An evaluation of Section 1 of the Offensive Behaviour at Football and Threatening Communications (Scotland) Act 2012

An Evaluation of the implementation and impact of section 1 of the Offensive Behaviour and Threatening Communications (Scotland) Act 2012


It is not in the remit of the evaluation to engage in political and normative debates about the continued existence of the Act. Our remit is to comment on the Act's 'effectiveness' and to suggest ways in which that 'effectiveness' might be enhanced.

Recommendation 1 (R1) The formal objectives of the Act are to address a variety of hate crimes, not just sectarianism.
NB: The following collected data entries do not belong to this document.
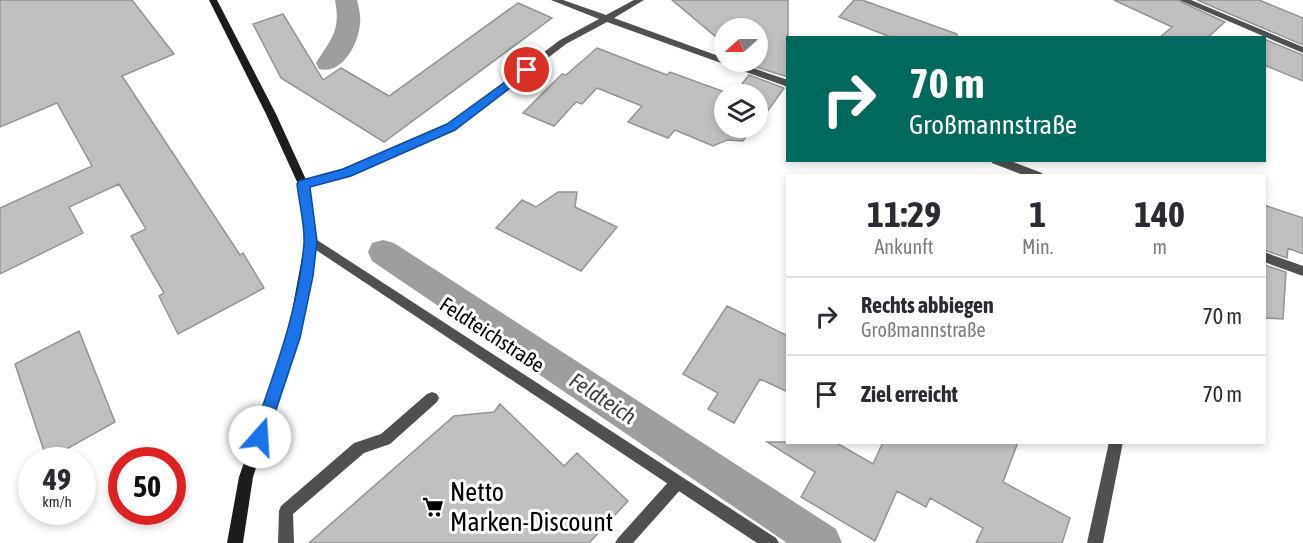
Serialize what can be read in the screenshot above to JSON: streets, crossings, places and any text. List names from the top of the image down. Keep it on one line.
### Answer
{"streets":{"street":["Feldteichstraße"]},"water":["Feldteich"],"places":{"supermarket":["Netto Marken-Discount"]},"north":"left","page":{"turn":["70 m","Großmannstraße"],"eta":["11:29","Ankunft","1","Min.","140","m"],"list":[{"name":"Rechts abbiegen","note":"Großmannstraße","value":"70 m"},{"name":"Ziel erreicht","value":"70 m"}],"speed":"49 km/h","limit":"50"}}
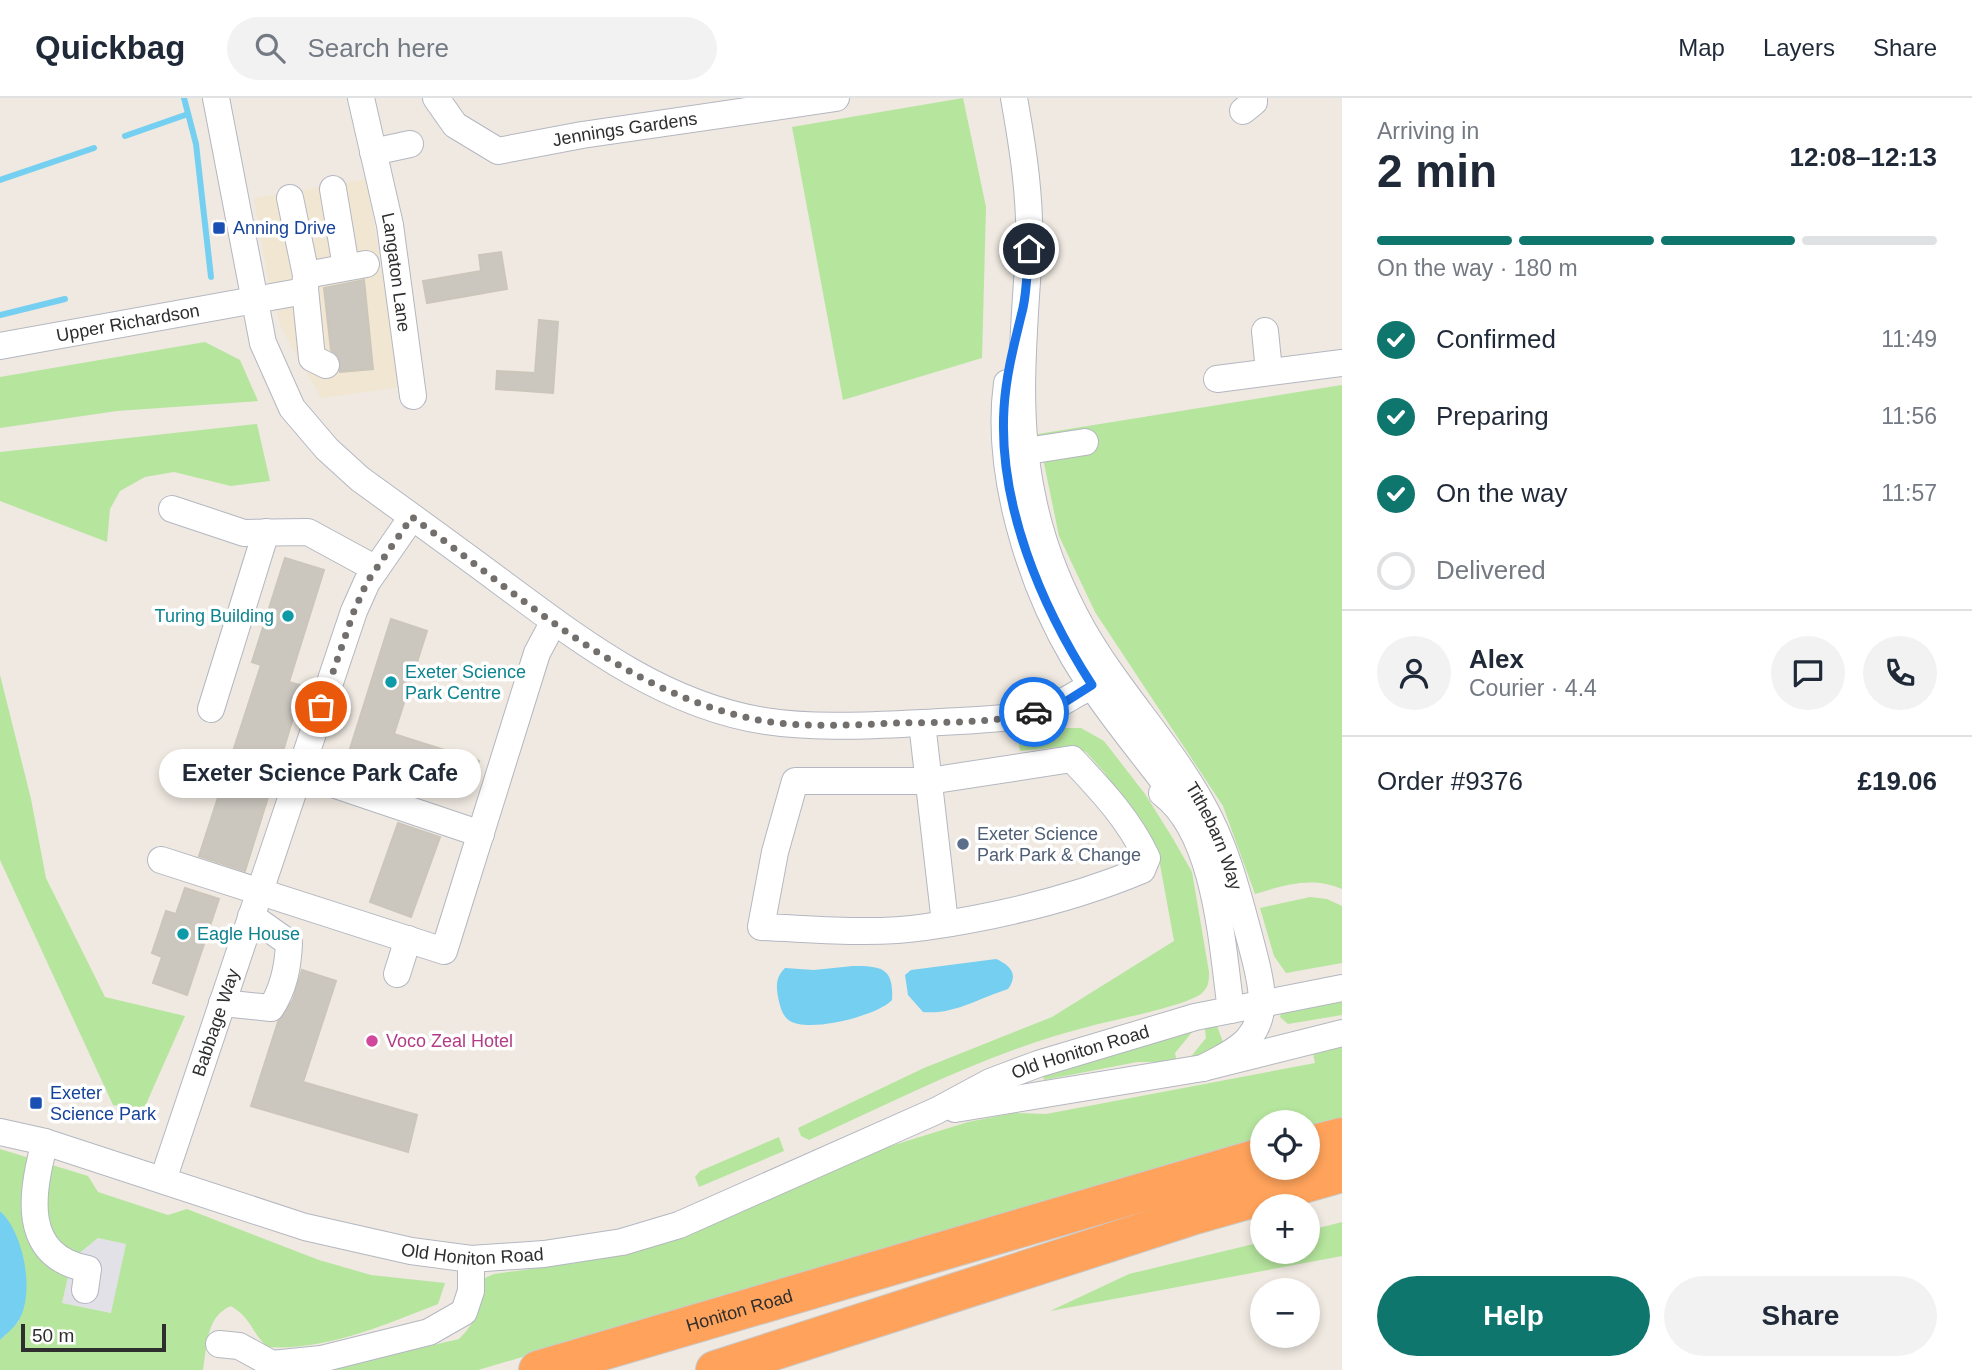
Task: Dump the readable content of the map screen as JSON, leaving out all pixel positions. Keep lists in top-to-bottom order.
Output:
{
  "streets": {
    "highway": ["Honiton Road"],
    "street": [
      "Jennings Gardens",
      "Langaton Lane",
      "Upper Richardson",
      "Tithebarn Way",
      "Babbage Way",
      "Old Honiton Road"
    ]
  },
  "crossings": [
    ["Tithebarn Way", "Old Honiton Road"],
    ["Babbage Way", "Old Honiton Road"]
  ],
  "places": {
    "transit": ["Anning Drive", "Exeter Science Park"],
    "other": [
      "Turing Building",
      "Exeter Science Park Centre",
      "Exeter Science Park Cafe",
      "Exeter Science Park Park & Change",
      "Eagle House",
      "Voco Zeal Hotel"
    ]
  },
  "scale_bar": "50 m",
  "page": {
    "header": "Quickbag",
    "search": "Search here",
    "nav": ["Map", "Layers", "Share"],
    "heading": ["2 min", "Arriving in", "12:08–12:13"],
    "panel": [
      "Alex",
      "Courier · 4.4",
      "Order #9376",
      "£19.06"
    ],
    "bar": "On the way · 180 m",
    "list": [
      ["Confirmed", "11:49"],
      ["Preparing", "11:56"],
      ["On the way", "11:57"],
      "Delivered"
    ],
    "bubble": "Exeter Science Park Cafe",
    "map_buttons": ["+", "−"],
    "buttons": ["Help", "Share"],
    "scale": "50 m"
  }
}
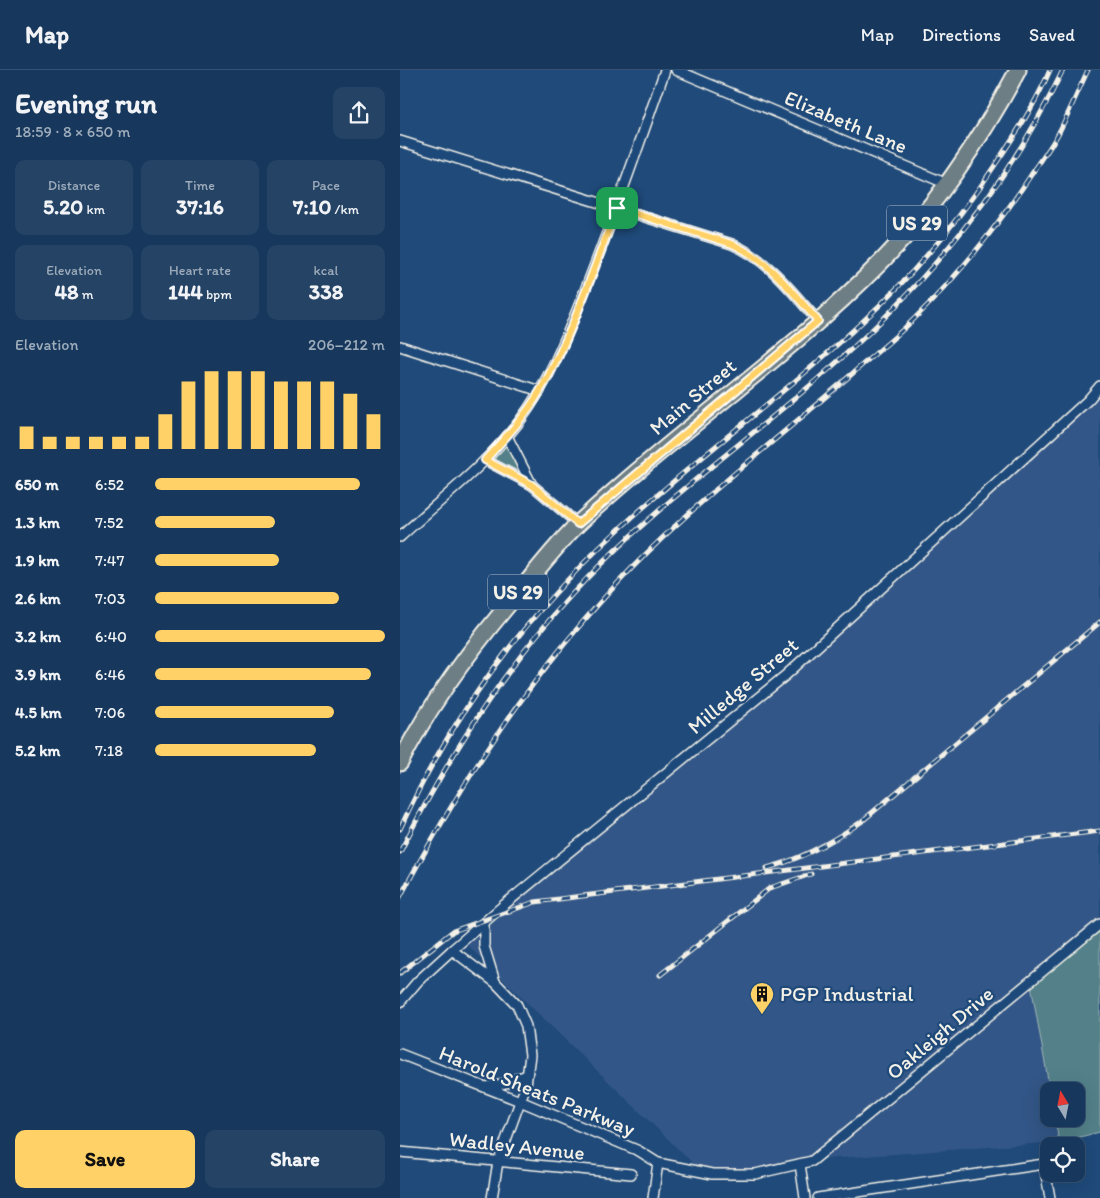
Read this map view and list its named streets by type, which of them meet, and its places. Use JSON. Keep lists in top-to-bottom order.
{
  "streets": {
    "main road": ["US 29", "Main Street"],
    "street": [
      "Elizabeth Lane",
      "Milledge Street",
      "Oakleigh Drive",
      "Harold Sheats Parkway",
      "Wadley Avenue"
    ]
  },
  "crossings": [
    ["Elizabeth Lane", "Main Street"]
  ],
  "places": {
    "building": ["PGP Industrial"]
  },
  "north": "top",
  "page": {
    "header": "Map",
    "nav": ["Map", "Directions", "Saved"],
    "heading": ["Evening run", "18:59 · 8 × 650 m"],
    "stats": [
      ["Distance", "5.20 km"],
      ["Time", "37:16"],
      ["Pace", "7:10 /km"],
      ["Elevation", "48 m"],
      ["Heart rate", "144 bpm"],
      ["kcal", "338"]
    ],
    "chart": ["Elevation", "206–212 m"],
    "list": [
      {
        "name": "650 m",
        "note": "6:52"
      },
      {
        "name": "1.3 km",
        "note": "7:52"
      },
      {
        "name": "1.9 km",
        "note": "7:47"
      },
      {
        "name": "2.6 km",
        "note": "7:03"
      },
      {
        "name": "3.2 km",
        "note": "6:40"
      },
      {
        "name": "3.9 km",
        "note": "6:46"
      },
      {
        "name": "4.5 km",
        "note": "7:06"
      },
      {
        "name": "5.2 km",
        "note": "7:18"
      }
    ],
    "buttons": ["Save", "Share"]
  }
}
Acknowledging that there appears to have been a recognised reduction in sectarian-associated offences, this broader focus needs to be strengthened.

R2 Careful consideration needs to be given to how best to improve relationships and trust between supporters groups, clubs and the police. This is critical if recent gains in terms of reductions in criminalised activity are to be consolidated.

There is already evidence that fans within stadia are self-policing each other to an extent. The more fans identify with the aims and legitimacy of the Act, and the more that they approve of (and identify with), official actors in terms of how they enforce the Act, the stronger one would expect this self-policing to be.

R3 In terms of police and club operational tactics, a clearer demarcation needs to be made between violent risk groups and other sets of fans who are at risk of engaging in non-violent, offensive behaviour.

R4 Clubs, in particular, need to be re-engaged with work in this area, for instance taking forward educational initiatives, and having a much closer dialogue with supporters groups.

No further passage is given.